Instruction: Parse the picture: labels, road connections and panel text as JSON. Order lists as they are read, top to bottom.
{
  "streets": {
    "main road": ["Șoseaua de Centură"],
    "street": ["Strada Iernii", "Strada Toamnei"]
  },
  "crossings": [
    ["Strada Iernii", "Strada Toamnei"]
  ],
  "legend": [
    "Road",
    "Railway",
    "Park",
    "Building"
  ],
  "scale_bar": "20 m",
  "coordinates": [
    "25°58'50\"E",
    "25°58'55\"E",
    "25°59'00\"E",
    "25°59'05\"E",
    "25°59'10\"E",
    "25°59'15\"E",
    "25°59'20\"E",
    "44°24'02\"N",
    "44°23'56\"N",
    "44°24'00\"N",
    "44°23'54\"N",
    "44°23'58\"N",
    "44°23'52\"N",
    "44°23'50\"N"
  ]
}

*****

■ Exercise aim ■
No line may be left out; the records are to be transcribed in full.

■ Output of the task ■
Instruction: Parse the picture: labels, road connections and panel text as JSON. Order lists as they are read, top to bottom.
{
  "streets": {
    "main road": ["Șoseaua de Centură"],
    "street": ["Strada Iernii", "Strada Toamnei"]
  },
  "crossings": [
    ["Strada Iernii", "Strada Toamnei"]
  ],
  "legend": [
    "Road",
    "Railway",
    "Park",
    "Building"
  ],
  "scale_bar": "20 m",
  "coordinates": [
    "25°58'50\"E",
    "25°58'55\"E",
    "25°59'00\"E",
    "25°59'05\"E",
    "25°59'10\"E",
    "25°59'15\"E",
    "25°59'20\"E",
    "44°24'02\"N",
    "44°23'56\"N",
    "44°24'00\"N",
    "44°23'54\"N",
    "44°23'58\"N",
    "44°23'52\"N",
    "44°23'50\"N"
  ]
}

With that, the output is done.